===== Supplied data =====

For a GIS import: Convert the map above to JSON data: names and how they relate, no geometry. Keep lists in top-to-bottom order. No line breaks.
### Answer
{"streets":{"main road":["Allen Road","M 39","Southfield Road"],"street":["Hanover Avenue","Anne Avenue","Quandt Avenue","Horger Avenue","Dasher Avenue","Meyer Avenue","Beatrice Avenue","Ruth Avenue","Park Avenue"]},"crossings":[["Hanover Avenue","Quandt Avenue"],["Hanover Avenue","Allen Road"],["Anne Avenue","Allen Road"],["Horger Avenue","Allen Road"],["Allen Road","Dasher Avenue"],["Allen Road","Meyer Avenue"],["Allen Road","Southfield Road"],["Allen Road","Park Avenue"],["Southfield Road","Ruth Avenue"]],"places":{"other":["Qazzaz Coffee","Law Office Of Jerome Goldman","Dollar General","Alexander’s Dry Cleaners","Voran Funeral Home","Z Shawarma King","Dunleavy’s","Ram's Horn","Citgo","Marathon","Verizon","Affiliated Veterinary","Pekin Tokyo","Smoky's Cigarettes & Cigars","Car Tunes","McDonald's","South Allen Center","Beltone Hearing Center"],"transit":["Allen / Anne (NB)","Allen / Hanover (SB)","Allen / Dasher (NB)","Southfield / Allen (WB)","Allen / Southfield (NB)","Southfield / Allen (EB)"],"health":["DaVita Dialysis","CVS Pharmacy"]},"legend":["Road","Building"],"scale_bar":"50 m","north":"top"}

=====

Exercise description
Restate the full data above, keeping each word intact.

Answer to the problem
For a GIS import: Convert the map above to JSON data: names and how they relate, no geometry. Keep lists in top-to-bottom order. No line breaks.
### Answer
{"streets":{"main road":["Allen Road","M 39","Southfield Road"],"street":["Hanover Avenue","Anne Avenue","Quandt Avenue","Horger Avenue","Dasher Avenue","Meyer Avenue","Beatrice Avenue","Ruth Avenue","Park Avenue"]},"crossings":[["Hanover Avenue","Quandt Avenue"],["Hanover Avenue","Allen Road"],["Anne Avenue","Allen Road"],["Horger Avenue","Allen Road"],["Allen Road","Dasher Avenue"],["Allen Road","Meyer Avenue"],["Allen Road","Southfield Road"],["Allen Road","Park Avenue"],["Southfield Road","Ruth Avenue"]],"places":{"other":["Qazzaz Coffee","Law Office Of Jerome Goldman","Dollar General","Alexander’s Dry Cleaners","Voran Funeral Home","Z Shawarma King","Dunleavy’s","Ram's Horn","Citgo","Marathon","Verizon","Affiliated Veterinary","Pekin Tokyo","Smoky's Cigarettes & Cigars","Car Tunes","McDonald's","South Allen Center","Beltone Hearing Center"],"transit":["Allen / Anne (NB)","Allen / Hanover (SB)","Allen / Dasher (NB)","Southfield / Allen (WB)","Allen / Southfield (NB)","Southfield / Allen (EB)"],"health":["DaVita Dialysis","CVS Pharmacy"]},"legend":["Road","Building"],"scale_bar":"50 m","north":"top"}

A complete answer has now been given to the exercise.